=== EXERCISE AIM ===
Filter the listing below, keeping every line that holds "scale".

=== DATASET ENTRIES ===
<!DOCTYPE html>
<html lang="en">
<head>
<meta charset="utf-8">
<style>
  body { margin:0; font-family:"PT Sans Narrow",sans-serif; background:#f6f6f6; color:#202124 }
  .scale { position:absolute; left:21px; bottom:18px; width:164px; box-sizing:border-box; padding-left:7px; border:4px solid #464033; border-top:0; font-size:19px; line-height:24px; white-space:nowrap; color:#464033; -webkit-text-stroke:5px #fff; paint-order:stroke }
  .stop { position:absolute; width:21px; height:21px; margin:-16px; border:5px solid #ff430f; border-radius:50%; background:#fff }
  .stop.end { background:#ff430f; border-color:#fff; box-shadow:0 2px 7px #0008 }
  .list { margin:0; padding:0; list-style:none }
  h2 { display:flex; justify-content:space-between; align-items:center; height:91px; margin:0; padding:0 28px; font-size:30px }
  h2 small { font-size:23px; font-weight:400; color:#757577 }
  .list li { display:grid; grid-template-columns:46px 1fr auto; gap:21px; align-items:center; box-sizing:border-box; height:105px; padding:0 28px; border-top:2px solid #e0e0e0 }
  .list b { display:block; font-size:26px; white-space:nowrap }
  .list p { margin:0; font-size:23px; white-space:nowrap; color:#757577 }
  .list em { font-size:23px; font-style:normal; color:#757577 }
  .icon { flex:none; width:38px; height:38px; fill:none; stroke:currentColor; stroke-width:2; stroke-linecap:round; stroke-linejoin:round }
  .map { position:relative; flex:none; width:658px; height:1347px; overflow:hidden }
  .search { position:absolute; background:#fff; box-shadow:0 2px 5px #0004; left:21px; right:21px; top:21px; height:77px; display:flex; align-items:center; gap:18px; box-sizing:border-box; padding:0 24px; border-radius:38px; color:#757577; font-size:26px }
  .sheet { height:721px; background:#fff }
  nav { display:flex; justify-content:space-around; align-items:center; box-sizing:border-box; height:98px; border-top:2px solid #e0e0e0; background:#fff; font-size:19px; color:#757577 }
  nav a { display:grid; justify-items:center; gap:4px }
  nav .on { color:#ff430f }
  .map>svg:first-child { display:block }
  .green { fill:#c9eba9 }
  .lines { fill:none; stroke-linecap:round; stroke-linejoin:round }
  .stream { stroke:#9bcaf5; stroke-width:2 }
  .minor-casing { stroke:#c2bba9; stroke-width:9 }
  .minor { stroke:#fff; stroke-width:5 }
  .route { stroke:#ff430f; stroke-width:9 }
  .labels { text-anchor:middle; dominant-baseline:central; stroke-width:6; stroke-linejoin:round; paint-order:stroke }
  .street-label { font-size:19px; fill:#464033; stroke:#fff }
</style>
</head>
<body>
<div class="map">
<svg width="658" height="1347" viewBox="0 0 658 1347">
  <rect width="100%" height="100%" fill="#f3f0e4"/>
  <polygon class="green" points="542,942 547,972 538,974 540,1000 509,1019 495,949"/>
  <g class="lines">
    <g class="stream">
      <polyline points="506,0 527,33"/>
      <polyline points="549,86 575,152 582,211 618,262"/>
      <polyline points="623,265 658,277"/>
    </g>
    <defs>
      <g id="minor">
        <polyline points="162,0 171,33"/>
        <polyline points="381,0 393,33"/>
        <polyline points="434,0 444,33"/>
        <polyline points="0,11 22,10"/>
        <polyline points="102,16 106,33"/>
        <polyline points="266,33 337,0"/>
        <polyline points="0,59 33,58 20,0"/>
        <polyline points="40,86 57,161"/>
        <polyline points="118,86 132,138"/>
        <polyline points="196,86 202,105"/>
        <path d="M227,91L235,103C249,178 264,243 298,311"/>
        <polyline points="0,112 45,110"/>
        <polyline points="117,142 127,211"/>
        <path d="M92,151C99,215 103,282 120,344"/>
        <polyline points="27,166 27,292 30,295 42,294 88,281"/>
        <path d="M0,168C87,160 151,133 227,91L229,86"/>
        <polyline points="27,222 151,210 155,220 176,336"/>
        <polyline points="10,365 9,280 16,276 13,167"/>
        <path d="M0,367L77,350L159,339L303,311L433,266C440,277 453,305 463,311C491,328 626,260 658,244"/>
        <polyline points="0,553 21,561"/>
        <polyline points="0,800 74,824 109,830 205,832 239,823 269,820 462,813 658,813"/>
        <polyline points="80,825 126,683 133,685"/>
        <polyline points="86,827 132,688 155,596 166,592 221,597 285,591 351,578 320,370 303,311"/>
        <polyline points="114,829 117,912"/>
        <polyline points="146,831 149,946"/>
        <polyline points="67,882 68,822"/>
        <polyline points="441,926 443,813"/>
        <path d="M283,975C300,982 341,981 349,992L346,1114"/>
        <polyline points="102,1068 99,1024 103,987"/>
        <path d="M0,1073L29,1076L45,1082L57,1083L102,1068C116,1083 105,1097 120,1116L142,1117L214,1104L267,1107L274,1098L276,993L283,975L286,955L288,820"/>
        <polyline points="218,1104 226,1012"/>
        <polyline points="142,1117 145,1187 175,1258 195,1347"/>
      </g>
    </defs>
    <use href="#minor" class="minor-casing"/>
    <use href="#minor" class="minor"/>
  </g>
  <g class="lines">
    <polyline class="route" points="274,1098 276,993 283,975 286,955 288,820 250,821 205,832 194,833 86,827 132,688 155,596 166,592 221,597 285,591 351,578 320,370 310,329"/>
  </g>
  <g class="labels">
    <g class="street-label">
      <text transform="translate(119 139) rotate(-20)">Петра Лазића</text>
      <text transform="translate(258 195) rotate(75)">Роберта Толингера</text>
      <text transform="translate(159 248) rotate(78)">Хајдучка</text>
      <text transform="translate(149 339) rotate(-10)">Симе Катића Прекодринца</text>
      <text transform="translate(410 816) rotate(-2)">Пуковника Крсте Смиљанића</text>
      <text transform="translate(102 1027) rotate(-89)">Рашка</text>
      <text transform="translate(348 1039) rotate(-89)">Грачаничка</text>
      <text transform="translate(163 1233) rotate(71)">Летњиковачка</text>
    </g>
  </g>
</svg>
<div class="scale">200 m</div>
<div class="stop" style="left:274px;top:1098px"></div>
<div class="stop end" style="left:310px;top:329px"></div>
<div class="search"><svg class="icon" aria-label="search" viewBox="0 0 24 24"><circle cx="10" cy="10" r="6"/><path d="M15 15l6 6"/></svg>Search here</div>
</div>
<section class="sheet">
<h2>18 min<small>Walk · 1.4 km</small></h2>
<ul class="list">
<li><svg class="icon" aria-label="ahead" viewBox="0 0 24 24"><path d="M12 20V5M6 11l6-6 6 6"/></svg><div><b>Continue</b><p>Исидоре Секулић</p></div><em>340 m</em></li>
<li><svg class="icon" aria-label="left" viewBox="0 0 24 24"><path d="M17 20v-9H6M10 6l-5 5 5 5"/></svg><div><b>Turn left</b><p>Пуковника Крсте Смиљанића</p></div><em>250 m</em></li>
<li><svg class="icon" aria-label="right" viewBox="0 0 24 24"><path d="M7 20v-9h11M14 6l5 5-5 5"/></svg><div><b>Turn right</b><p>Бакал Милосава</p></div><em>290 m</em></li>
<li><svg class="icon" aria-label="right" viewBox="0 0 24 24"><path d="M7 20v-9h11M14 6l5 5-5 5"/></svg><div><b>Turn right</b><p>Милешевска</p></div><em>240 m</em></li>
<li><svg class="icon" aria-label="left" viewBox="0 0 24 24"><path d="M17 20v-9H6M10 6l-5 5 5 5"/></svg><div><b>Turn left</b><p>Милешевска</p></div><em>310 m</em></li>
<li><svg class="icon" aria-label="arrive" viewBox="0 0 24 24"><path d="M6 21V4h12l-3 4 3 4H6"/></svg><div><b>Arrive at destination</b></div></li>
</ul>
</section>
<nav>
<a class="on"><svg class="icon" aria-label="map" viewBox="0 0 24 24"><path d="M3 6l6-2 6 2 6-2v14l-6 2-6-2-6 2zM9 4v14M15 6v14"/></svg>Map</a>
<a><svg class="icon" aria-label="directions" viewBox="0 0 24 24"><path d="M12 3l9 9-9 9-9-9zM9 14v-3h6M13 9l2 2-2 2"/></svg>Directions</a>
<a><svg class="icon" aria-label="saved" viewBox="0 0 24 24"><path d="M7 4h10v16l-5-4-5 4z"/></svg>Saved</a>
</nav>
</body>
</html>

=== RESPONSE AREA ===
  .scale { position:absolute; left:21px; bottom:18px; width:164px; box-sizing:border-box; padding-left:7px; border:4px solid #464033; border-top:0; font-size:19px; line-height:24px; white-space:nowrap; color:#464033; -webkit-text-stroke:5px #fff; paint-order:stroke }
<div class="scale">200 m</div>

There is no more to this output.